• **ASSIGNMENT**: Among the entries below, take the line with "M0 605 98 615 221 618 618 599 700 587 861 530" and the line with "<!-- route casing -->", and output them and every line between them exactly, with nothing else.

• **Records excerpted from a collection**:
= = = =

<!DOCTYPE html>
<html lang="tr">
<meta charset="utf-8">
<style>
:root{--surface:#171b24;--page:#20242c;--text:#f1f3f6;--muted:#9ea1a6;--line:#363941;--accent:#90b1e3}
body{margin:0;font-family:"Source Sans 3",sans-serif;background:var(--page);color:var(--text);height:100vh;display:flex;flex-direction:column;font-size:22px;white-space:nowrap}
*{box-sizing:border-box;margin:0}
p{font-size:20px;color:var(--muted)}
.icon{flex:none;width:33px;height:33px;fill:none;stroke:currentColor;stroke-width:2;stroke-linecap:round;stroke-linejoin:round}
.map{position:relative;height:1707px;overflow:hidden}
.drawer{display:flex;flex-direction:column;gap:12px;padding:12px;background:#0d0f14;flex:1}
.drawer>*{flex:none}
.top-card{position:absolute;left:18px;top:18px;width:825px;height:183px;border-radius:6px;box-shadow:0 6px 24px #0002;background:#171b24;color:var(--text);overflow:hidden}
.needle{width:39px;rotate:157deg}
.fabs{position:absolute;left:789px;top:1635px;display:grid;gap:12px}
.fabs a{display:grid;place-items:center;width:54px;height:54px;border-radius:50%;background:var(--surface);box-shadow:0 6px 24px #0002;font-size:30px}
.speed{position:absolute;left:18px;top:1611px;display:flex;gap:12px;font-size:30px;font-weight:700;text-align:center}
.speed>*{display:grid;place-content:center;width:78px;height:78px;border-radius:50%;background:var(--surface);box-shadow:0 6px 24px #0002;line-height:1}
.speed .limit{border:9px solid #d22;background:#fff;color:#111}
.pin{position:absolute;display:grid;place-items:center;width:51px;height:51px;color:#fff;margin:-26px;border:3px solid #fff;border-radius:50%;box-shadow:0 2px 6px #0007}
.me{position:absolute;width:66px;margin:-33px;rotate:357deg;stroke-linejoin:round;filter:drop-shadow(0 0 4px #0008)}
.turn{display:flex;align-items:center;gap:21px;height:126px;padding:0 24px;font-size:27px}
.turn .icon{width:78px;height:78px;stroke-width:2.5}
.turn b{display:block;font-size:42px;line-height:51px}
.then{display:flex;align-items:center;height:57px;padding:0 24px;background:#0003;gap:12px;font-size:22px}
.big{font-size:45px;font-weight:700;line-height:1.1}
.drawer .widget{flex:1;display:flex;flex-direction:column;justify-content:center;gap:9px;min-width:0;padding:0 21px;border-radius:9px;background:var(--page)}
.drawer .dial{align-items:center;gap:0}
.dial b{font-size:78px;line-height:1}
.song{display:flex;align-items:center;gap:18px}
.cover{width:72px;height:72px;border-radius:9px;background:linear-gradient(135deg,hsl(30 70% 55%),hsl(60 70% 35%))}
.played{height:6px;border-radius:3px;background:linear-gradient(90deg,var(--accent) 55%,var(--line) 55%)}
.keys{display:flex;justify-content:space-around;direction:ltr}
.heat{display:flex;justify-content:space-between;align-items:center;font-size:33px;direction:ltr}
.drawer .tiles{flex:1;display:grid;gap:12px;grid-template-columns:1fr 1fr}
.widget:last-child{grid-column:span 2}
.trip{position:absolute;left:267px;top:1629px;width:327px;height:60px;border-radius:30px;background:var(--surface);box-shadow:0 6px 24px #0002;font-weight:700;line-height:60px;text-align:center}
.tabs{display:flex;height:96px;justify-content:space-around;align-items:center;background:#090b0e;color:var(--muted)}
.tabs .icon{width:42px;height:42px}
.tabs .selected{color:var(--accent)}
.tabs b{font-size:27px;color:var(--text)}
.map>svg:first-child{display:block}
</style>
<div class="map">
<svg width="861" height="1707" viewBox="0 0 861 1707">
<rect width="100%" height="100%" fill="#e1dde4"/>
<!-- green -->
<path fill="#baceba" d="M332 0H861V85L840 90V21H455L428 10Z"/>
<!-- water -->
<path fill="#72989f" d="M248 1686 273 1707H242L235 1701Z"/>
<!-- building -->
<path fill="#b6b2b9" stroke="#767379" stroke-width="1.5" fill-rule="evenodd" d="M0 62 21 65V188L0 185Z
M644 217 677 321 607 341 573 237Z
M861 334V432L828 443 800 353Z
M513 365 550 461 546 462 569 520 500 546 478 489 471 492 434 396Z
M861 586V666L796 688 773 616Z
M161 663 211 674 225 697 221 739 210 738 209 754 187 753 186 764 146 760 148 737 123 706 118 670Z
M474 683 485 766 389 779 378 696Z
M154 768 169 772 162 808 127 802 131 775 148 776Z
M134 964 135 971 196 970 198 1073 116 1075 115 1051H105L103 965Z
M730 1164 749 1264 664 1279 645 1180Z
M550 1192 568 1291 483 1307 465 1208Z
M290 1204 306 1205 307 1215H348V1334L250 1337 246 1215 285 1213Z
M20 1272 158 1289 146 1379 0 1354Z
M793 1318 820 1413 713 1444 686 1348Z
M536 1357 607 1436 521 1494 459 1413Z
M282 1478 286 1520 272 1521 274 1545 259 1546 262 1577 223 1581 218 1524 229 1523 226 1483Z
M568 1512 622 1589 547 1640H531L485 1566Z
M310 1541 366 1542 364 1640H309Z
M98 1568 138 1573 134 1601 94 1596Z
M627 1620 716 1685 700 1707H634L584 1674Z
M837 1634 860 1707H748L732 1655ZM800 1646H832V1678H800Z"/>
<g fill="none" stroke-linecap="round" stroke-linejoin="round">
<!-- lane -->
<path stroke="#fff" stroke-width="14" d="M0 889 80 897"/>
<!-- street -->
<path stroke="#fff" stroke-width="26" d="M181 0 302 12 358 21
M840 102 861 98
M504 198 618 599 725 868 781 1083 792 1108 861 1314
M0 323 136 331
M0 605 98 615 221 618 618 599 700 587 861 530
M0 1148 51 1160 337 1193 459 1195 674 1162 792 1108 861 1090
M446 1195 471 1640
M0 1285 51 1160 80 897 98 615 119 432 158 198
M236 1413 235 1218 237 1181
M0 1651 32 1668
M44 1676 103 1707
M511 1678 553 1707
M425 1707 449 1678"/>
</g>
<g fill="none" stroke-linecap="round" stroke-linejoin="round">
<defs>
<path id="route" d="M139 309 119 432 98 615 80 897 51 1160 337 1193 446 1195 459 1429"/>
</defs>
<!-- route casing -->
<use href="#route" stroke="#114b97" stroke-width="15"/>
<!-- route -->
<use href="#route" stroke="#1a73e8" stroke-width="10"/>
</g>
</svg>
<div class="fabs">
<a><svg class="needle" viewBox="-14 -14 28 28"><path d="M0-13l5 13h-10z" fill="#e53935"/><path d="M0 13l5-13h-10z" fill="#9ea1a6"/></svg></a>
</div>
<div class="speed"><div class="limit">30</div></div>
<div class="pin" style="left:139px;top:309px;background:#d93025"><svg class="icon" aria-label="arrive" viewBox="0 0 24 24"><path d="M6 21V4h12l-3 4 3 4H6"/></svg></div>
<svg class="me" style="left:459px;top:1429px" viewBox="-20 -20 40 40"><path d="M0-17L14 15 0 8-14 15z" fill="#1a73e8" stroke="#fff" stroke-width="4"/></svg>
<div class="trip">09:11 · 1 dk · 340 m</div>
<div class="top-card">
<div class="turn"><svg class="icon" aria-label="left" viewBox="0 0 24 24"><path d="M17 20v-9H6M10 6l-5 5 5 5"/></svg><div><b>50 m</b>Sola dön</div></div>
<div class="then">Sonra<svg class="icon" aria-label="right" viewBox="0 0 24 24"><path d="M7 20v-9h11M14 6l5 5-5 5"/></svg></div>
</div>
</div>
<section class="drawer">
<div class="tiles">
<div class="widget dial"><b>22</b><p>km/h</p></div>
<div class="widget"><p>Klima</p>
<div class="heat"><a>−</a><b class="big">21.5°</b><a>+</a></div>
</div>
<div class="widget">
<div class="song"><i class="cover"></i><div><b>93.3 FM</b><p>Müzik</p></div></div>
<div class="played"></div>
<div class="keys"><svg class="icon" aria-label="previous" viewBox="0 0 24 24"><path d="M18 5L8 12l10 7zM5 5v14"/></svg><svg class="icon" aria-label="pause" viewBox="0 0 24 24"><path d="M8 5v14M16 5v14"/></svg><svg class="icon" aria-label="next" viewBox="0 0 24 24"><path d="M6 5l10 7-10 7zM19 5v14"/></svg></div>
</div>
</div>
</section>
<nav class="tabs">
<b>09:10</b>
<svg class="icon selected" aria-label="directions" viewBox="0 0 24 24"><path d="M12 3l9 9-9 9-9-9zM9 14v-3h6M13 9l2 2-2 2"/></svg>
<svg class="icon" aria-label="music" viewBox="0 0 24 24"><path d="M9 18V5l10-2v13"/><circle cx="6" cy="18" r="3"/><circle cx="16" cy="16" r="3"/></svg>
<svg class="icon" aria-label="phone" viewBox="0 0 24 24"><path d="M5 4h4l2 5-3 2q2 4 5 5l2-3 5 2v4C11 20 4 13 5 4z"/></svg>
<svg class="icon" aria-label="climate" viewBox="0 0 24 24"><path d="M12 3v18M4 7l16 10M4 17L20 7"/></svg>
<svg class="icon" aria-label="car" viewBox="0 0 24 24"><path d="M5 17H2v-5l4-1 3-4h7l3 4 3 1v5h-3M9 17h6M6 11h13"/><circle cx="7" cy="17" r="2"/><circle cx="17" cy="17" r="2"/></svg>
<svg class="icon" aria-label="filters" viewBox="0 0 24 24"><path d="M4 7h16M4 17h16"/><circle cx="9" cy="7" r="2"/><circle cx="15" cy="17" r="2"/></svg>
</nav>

= = = =

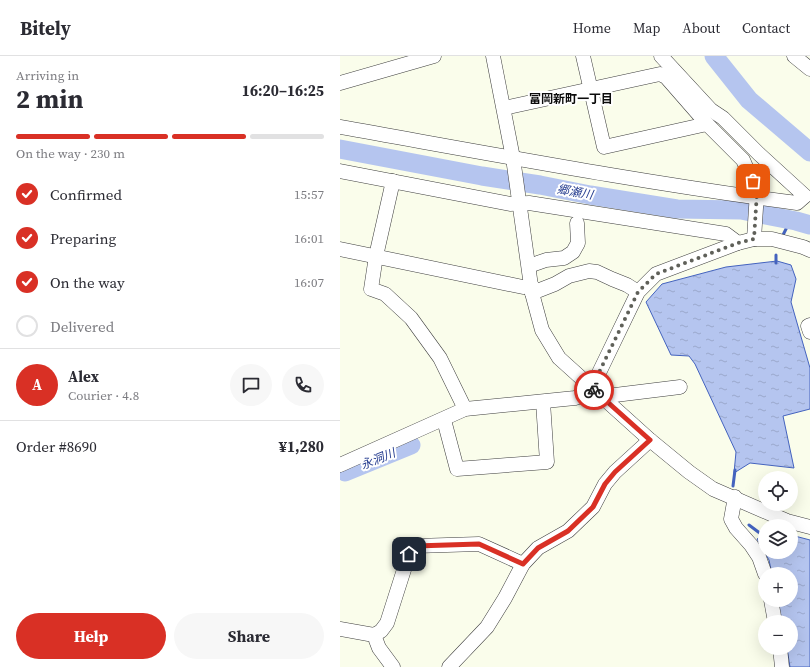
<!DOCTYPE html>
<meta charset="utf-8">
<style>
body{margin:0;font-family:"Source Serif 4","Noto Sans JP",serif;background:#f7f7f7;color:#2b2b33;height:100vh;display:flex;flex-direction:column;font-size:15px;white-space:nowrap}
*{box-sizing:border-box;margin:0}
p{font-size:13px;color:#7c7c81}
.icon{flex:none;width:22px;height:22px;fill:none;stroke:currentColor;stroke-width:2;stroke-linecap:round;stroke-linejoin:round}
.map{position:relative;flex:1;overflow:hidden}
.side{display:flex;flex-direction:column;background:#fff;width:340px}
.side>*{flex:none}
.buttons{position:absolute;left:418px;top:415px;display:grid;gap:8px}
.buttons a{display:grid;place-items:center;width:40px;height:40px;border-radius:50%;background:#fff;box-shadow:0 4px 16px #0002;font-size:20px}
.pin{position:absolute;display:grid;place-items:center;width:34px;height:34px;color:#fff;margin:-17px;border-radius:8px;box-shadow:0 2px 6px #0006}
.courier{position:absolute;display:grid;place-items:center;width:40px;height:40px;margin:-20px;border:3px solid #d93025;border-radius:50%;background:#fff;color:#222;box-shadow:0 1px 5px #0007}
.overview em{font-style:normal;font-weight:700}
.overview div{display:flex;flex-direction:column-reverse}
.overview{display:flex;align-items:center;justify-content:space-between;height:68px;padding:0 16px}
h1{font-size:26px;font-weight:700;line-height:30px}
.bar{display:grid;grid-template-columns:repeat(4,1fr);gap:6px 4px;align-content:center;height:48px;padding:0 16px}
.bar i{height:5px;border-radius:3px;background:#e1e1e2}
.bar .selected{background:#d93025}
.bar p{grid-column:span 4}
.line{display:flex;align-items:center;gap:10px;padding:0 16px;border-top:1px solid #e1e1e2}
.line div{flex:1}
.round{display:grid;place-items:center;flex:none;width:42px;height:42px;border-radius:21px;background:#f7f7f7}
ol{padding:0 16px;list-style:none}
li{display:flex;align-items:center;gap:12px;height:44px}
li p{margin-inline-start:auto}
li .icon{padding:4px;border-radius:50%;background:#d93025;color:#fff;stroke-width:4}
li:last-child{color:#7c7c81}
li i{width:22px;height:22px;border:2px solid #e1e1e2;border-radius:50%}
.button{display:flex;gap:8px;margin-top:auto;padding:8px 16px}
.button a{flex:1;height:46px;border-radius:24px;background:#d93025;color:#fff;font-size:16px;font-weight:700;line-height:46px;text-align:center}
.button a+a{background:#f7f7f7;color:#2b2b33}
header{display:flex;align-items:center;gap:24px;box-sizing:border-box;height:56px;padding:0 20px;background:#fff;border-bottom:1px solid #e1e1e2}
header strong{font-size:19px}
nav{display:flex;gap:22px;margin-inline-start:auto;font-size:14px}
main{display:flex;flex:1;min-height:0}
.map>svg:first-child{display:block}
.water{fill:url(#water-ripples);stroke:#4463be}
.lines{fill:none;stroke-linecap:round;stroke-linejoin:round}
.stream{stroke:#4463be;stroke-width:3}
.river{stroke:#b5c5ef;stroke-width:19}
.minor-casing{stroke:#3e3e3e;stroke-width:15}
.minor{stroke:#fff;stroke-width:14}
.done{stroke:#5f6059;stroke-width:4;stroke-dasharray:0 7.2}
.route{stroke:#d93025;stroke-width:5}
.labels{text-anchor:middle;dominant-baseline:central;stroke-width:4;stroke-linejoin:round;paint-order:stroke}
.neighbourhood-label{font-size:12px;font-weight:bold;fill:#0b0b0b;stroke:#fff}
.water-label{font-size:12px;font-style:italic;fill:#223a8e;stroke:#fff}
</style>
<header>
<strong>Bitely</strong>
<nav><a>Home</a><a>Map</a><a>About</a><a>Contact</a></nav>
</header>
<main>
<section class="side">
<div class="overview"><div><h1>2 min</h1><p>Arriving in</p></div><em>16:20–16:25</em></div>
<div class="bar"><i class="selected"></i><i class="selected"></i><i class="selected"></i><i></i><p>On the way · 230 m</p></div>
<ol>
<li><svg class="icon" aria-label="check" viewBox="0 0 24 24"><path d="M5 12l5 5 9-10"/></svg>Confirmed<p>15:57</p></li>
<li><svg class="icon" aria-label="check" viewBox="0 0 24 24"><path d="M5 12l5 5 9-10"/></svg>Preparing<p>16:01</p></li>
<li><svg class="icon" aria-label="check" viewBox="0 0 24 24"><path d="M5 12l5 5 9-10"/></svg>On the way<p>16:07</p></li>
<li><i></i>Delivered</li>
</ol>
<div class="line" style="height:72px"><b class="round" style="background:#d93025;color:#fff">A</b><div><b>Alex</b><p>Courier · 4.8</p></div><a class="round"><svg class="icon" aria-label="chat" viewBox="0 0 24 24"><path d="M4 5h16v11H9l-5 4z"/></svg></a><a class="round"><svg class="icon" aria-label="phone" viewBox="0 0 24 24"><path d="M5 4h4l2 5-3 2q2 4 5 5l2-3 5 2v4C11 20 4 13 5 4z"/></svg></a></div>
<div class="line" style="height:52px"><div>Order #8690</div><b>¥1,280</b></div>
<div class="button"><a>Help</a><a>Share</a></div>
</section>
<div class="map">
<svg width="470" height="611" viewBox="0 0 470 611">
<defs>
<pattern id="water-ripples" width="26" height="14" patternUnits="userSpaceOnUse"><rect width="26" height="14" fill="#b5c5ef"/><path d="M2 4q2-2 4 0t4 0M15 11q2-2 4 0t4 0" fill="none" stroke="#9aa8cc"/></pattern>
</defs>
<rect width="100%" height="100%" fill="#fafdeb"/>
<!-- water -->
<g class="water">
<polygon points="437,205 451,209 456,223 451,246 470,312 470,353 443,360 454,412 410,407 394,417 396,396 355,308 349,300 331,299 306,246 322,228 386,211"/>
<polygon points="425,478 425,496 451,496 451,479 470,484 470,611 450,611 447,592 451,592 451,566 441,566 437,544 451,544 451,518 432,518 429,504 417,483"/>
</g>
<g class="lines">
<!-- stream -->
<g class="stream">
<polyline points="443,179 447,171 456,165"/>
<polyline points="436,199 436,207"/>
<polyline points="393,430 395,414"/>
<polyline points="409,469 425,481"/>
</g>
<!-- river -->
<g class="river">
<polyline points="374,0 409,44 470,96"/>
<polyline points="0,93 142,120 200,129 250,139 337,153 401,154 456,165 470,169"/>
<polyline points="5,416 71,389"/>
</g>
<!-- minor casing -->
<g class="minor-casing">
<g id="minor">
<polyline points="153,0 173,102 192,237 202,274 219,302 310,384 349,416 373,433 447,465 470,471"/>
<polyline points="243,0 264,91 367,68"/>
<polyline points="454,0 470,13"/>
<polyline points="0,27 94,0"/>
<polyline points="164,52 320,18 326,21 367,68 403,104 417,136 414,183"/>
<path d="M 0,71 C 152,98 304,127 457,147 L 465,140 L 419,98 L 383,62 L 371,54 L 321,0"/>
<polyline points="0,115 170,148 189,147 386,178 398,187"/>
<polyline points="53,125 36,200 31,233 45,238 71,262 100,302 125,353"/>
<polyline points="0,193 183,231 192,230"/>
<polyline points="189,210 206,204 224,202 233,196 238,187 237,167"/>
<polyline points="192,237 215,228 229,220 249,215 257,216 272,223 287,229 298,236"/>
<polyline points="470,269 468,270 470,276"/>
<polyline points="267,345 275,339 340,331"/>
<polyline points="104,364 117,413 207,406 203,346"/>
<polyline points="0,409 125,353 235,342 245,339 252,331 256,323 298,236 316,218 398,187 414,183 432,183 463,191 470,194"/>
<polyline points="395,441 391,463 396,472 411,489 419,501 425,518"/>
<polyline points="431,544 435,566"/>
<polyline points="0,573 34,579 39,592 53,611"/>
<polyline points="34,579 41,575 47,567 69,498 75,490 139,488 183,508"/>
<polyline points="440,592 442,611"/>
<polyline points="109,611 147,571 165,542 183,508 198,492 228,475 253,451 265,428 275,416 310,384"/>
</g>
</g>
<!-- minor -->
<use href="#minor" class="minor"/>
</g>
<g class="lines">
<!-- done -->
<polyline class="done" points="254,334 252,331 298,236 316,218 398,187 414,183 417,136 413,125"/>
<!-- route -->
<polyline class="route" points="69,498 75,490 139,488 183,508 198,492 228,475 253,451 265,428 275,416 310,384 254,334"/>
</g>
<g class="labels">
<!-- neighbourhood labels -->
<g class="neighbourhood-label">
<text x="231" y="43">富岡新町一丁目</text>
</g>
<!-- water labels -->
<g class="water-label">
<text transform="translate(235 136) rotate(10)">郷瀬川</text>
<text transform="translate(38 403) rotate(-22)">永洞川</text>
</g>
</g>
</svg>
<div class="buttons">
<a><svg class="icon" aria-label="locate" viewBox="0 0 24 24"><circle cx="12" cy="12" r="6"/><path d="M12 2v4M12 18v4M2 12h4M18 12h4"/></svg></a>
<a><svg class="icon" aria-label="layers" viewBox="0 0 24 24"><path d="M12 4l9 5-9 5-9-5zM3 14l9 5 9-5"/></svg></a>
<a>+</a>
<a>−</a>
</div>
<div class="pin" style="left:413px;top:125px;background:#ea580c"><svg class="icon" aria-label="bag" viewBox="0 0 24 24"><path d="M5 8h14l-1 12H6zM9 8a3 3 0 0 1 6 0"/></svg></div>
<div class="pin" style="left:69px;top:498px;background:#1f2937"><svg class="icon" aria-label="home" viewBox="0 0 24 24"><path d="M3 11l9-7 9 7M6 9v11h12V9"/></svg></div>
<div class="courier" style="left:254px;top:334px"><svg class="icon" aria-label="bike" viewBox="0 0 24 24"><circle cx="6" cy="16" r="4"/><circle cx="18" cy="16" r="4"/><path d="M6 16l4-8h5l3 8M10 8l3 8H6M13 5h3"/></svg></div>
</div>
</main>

= = = =

• **ANSWER FOR THE TASK**:
M0 605 98 615 221 618 618 599 700 587 861 530
M0 1148 51 1160 337 1193 459 1195 674 1162 792 1108 861 1090
M446 1195 471 1640
M0 1285 51 1160 80 897 98 615 119 432 158 198
M236 1413 235 1218 237 1181
M0 1651 32 1668
M44 1676 103 1707
M511 1678 553 1707
M425 1707 449 1678"/>
</g>
<g fill="none" stroke-linecap="round" stroke-linejoin="round">
<defs>
<path id="route" d="M139 309 119 432 98 615 80 897 51 1160 337 1193 446 1195 459 1429"/>
</defs>
<!-- route casing -->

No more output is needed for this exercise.